2015, 2016 und auch 2017 gibt es keine Fotos mehr von dir - und doch warst du dabei: in unseren Herzen, beim Plätzchenessen, in unserem Familienadventskalender: Luke, Ada, Micha und ich haben kleine Überraschungen versteckt, die wir später zu deinem Grab getragen haben. 

Und wir haben dich nach Weihnachten über Silvester mit auf die Schweizer Berge genommen. 
 
Ich bin dein Board gefahren (argh, so schlecht wie schon lange nicht mehr, doch auf einer Abfahrt, die ich mir alleine nur mit dir gegönnt habe, ist wohl etwas von deinem Fahrkönnen und deiner Waghalsigkeit für einen kleinen Moment auf mich übergeschwappt - zumindest kurzweilig, bis ich mich überschlagen und den Tiefschnee geküsst habe.) Micha fährt in deiner roten Snowboardjacke, ich in deiner grünen Boarderhose. Gerne wäre ich dir auf dem kleinen Matterhorn in knapp 4000 Meter Höhe noch näher gekommen, aber wegen Orkanböen waren leider die Gondeln und Lifte gesperrt und wir haben es nicht dorthin geschafft. Vielleicht beim nächsten Mal...  Wir waren mit unseren engsten Freunden im Wallis - auch ihnen hast du unglaublich gefehlt. Ein Ski- und Snowboardurlaub ohne Jesse - undenkbar. Fabs hatte sich extra einen Freund mitgenommen, um jemand Adäquaten in seiner Altersklasse zu haben. Es wäre nicht nötig gewesen, wärest du noch bei uns. Uli hat mir erzählt, dass die gesamte Familie im Vorfeld überlegt habe, wer mitkommen könne. Alle Familienmitglieder warfen ein, dass es eigentlich keinen Passenderen als dich für Fabs im Winterurlaub geben könne... So ein liebevoller Gedankengang. Ich kann nur zustimmen. Du bist durch nichts und niemanden zu ersetzen...Du gehörst dazu. Für immer.... 
Ich hoffe, du kannst sehen, wie Luke boarded: du wärest so stolz auf ihn, er macht großartige Sprünge und hat eine irre Grundgeschwindigkeit...

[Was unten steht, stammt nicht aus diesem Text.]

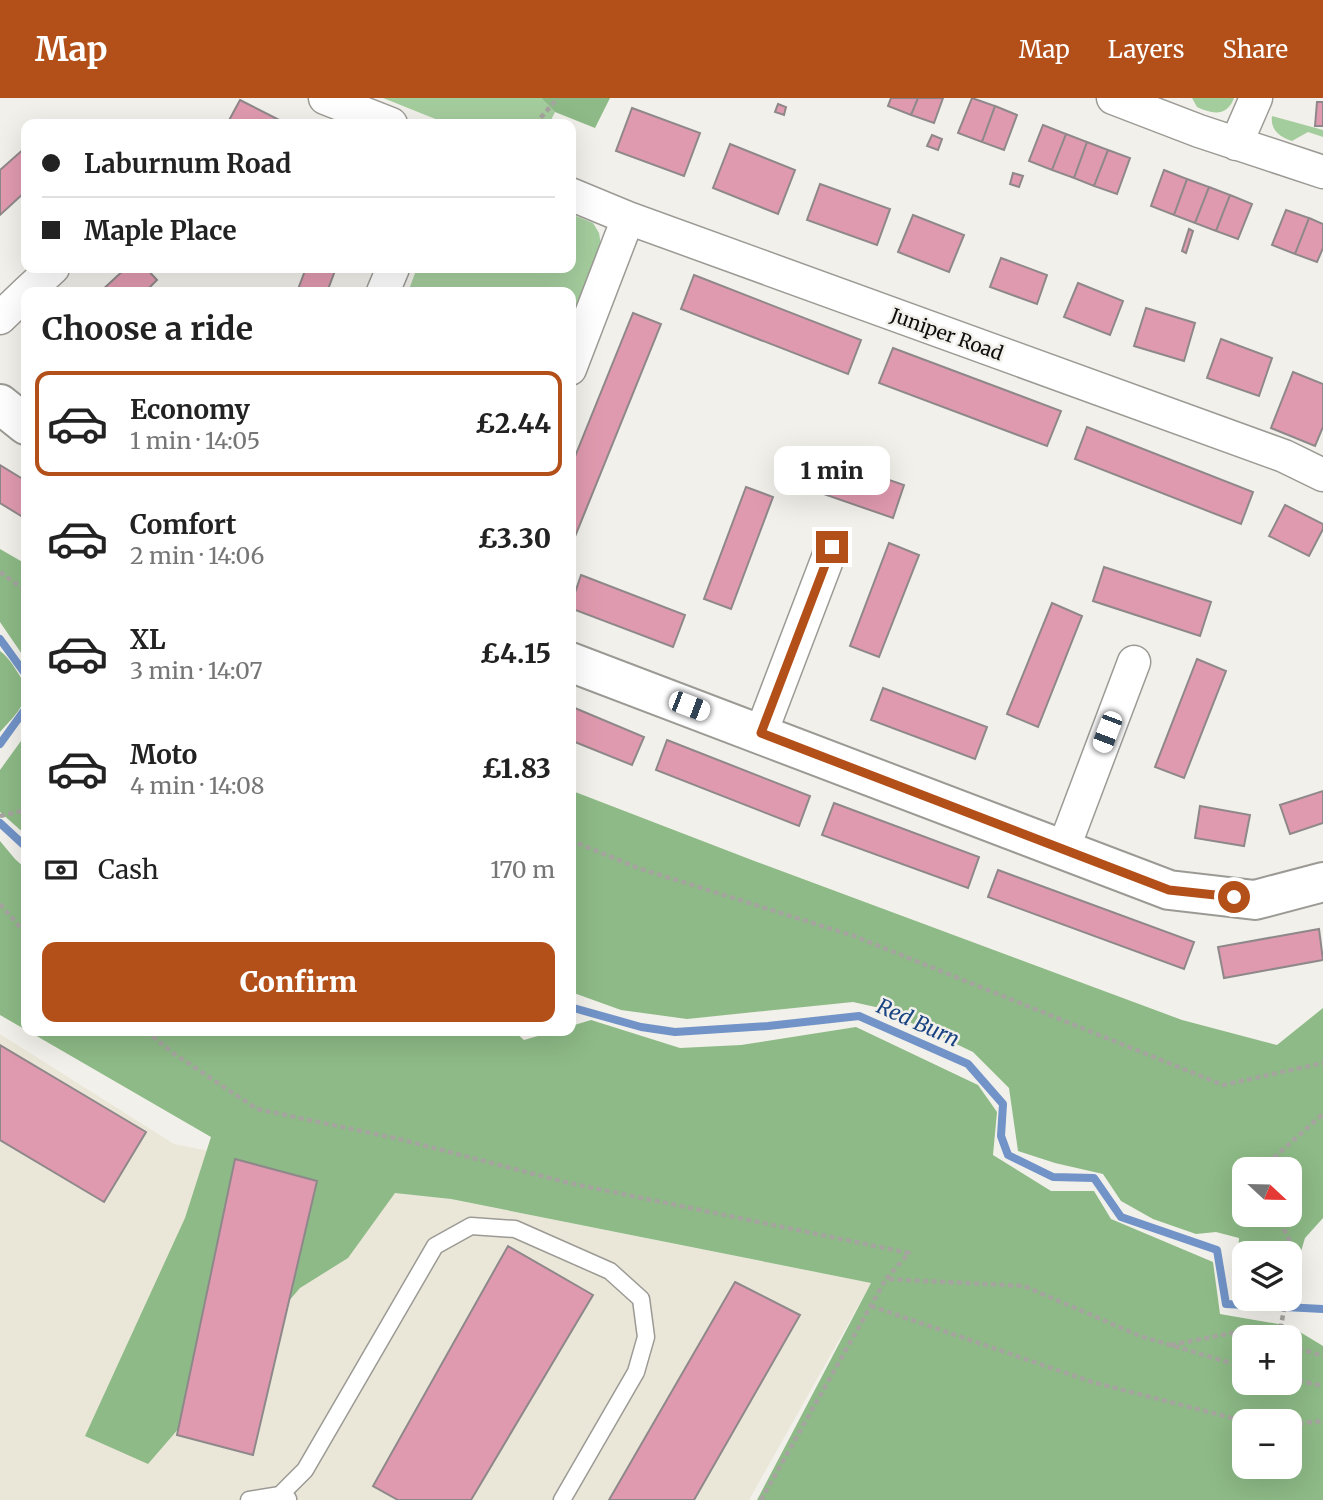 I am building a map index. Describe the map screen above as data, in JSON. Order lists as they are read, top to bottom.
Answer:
{
  "streets": {
    "street": ["Juniper Road"]
  },
  "water": ["Red Burn"],
  "north": "right",
  "page": {
    "header": "Map",
    "nav": ["Map", "Layers", "Share"],
    "banner": ["Laburnum Road", "Maple Place"],
    "heading": "Choose a ride",
    "list": [
      {
        "name": "Economy",
        "note": "1 min · 14:05",
        "value": "£2.44"
      },
      {
        "name": "Comfort",
        "note": "2 min · 14:06",
        "value": "£3.30"
      },
      {
        "name": "XL",
        "note": "3 min · 14:07",
        "value": "£4.15"
      },
      {
        "name": "Moto",
        "note": "4 min · 14:08",
        "value": "£1.83"
      }
    ],
    "bubble": "1 min",
    "pay": ["Cash", "170 m"],
    "buttons": "Confirm",
    "map_buttons": ["+", "−"]
  }
} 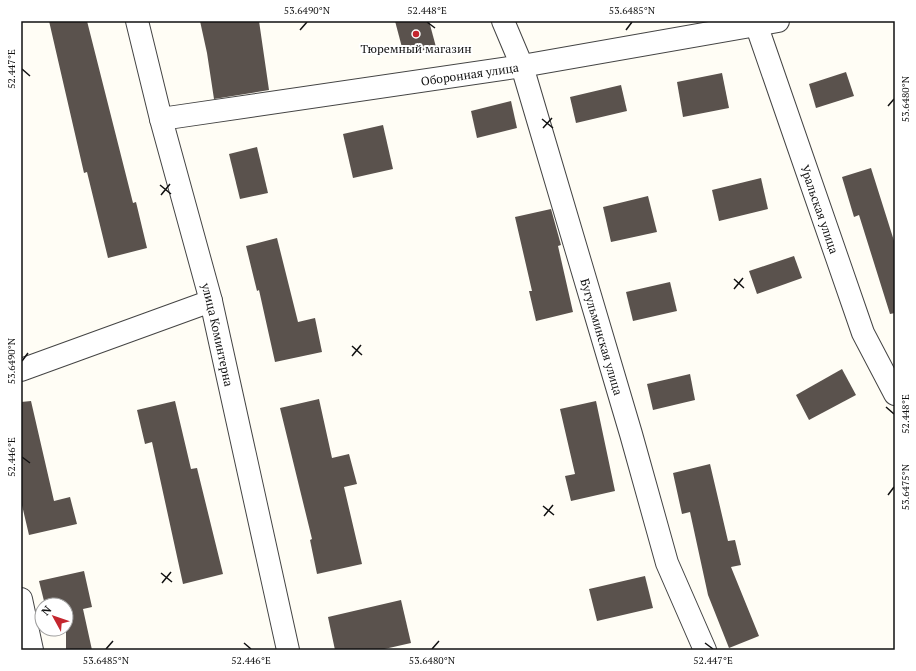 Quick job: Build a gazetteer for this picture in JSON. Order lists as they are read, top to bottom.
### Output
{
  "streets": {
    "street": [
      "Оборонная улица",
      "Уральская улица",
      "улица Коминтерна",
      "Бугульминская улица"
    ]
  },
  "crossings": [
    ["Оборонная улица", "Уральская улица"],
    ["Оборонная улица", "улица Коминтерна"],
    ["Оборонная улица", "Бугульминская улица"]
  ],
  "places": ["Тюремный магазин"],
  "north": "top left",
  "coordinates": [
    "53.6490°N",
    "52.448°E",
    "53.6485°N",
    "52.447°E",
    "53.6480°N",
    "52.446°E",
    "53.6475°N"
  ]
} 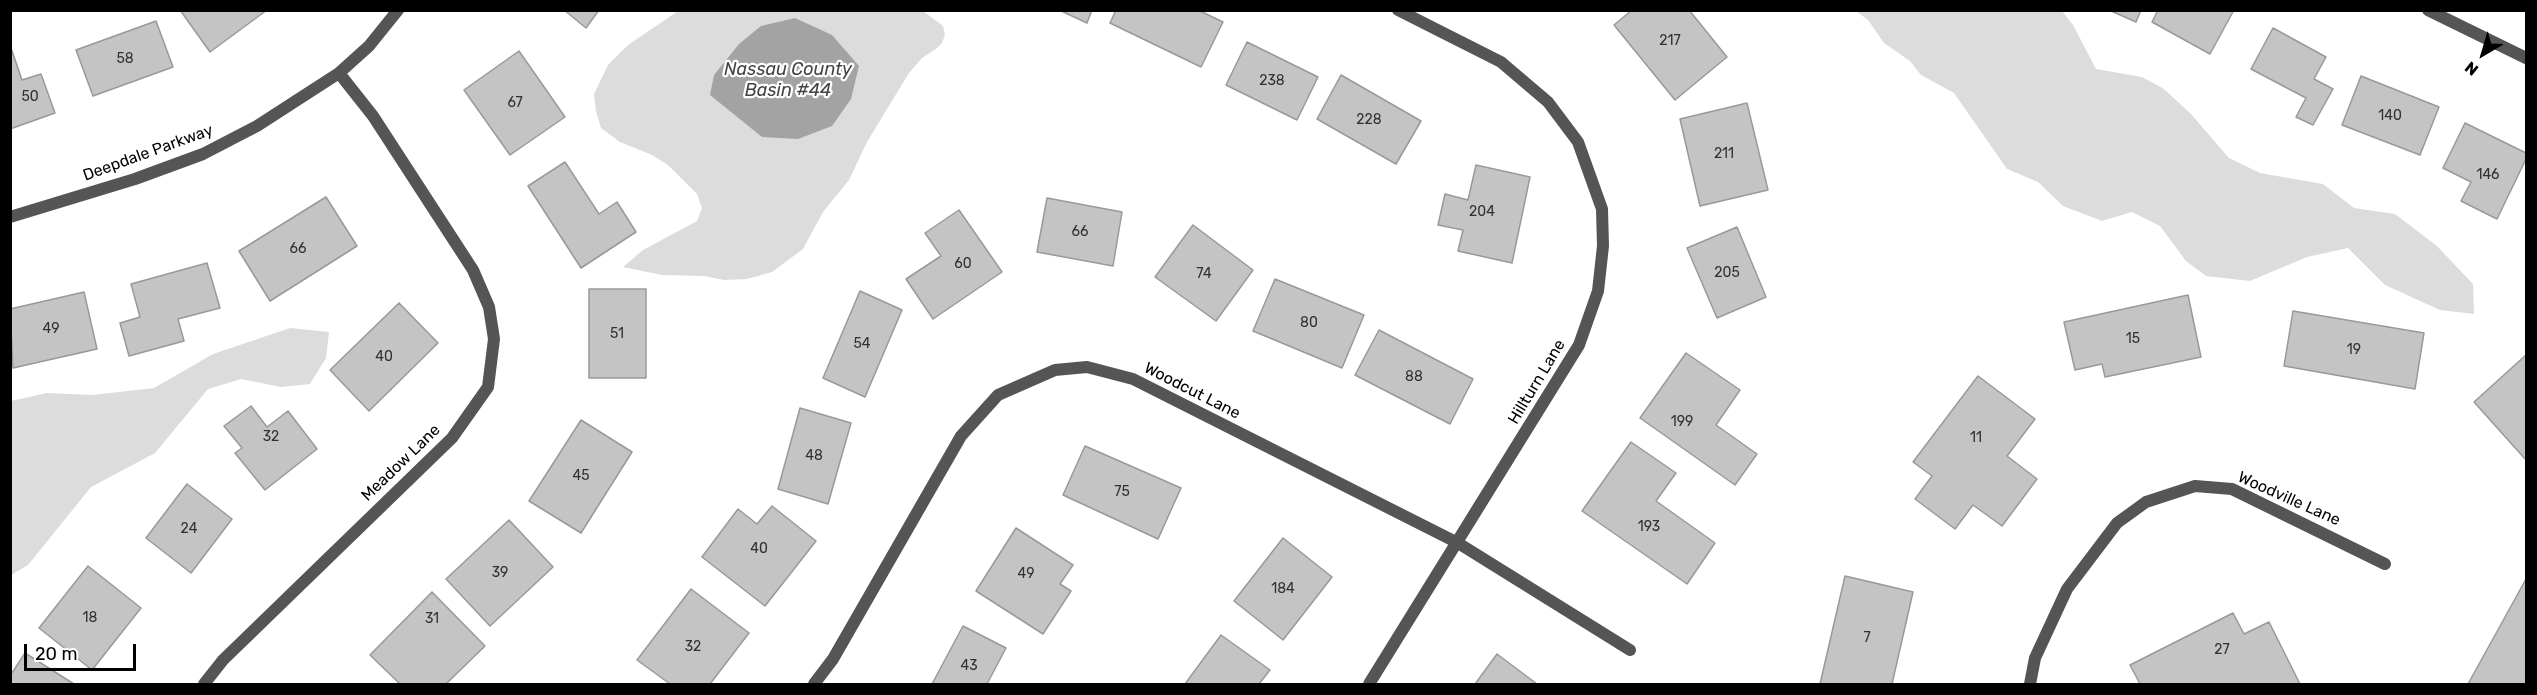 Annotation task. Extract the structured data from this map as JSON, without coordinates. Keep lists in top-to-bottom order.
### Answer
{
  "streets": {
    "street": [
      "Deepdale Parkway",
      "Hillturn Lane",
      "Woodcut Lane",
      "Meadow Lane",
      "Woodville Lane"
    ]
  },
  "crossings": [
    ["Deepdale Parkway", "Meadow Lane"],
    ["Hillturn Lane", "Woodcut Lane"]
  ],
  "water": ["Nassau County Basin #44"],
  "house_numbers": [
    "217",
    "58",
    "238",
    "50",
    "67",
    "140",
    "228",
    "211",
    "146",
    "204",
    "66",
    "66",
    "60",
    "205",
    "74",
    "80",
    "49",
    "51",
    "15",
    "54",
    "19",
    "40",
    "88",
    "199",
    "32",
    "11",
    "48",
    "45",
    "75",
    "193",
    "24",
    "40",
    "39",
    "49",
    "184",
    "18",
    "31",
    "7",
    "32",
    "27",
    "43"
  ],
  "scale_bar": "20 m",
  "north": "bottom left"
} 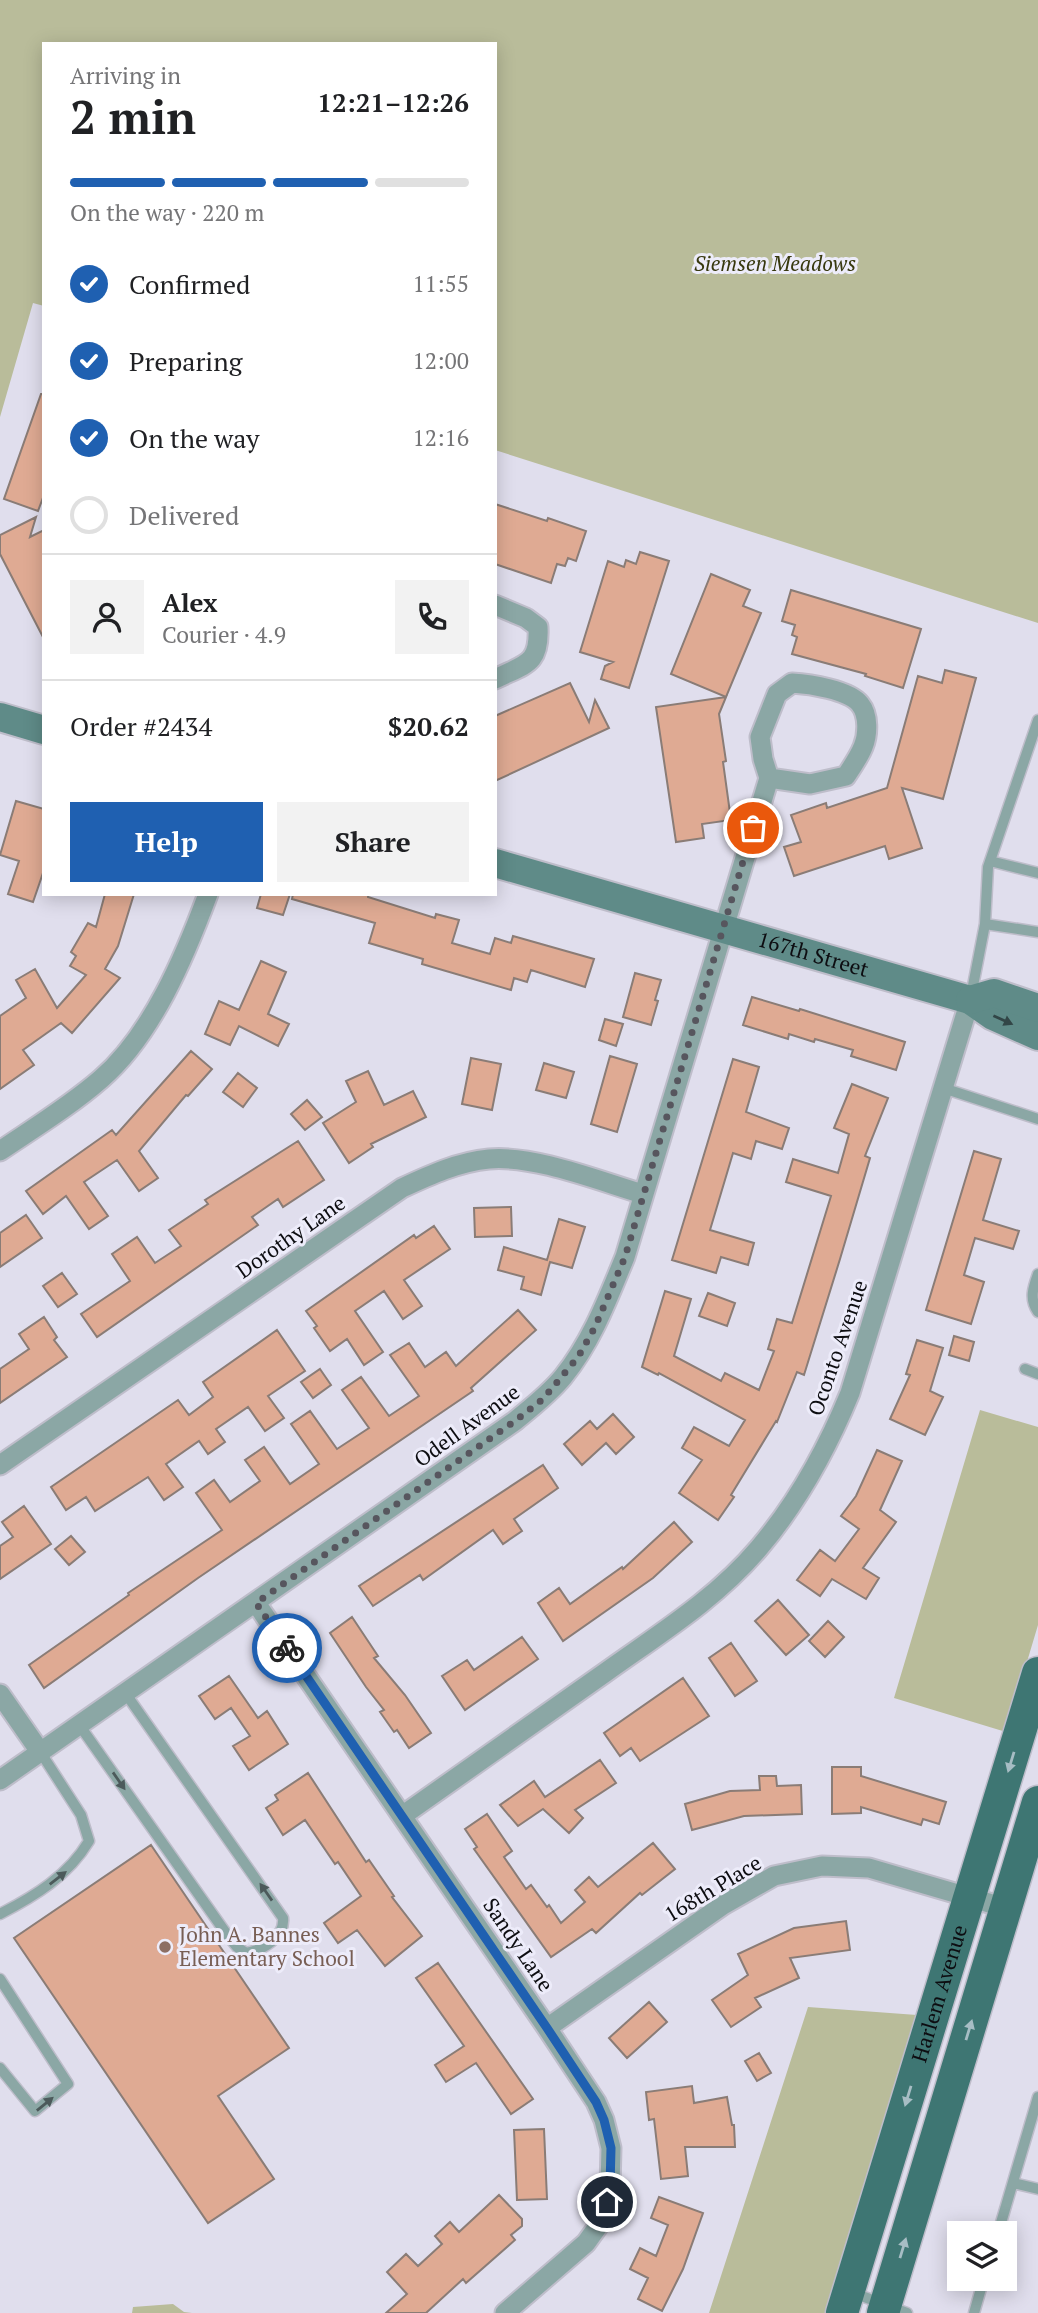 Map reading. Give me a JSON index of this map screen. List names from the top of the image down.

Einfach so weitermachen - ohne dich - ist keine Option. Deshalb habe ich mich in den letzten Wochen der inneren Ruhe und Besinnung ganz bewusst dazu entschieden, die vielen wundersamen und wunderbaren Dinge des Lebens wieder zu suchen und wahrzunehmen, zu fühlen, zu spüren und einzuatmen. Für dich werde ich sie einatmen... und für mich. 

PS: schau 'mal, was ich mit meinen Skiern gemacht habe😕😁😲😂



 Aber keine Sorge, deinem Board geht es (noch) gut😜
 


Frohe Weihnachten, Großer💗



Wir sehen uns im Pink Flamingo!


Samstag, 9. Dezember 2017

Elternsprechtag

Hey Jesse!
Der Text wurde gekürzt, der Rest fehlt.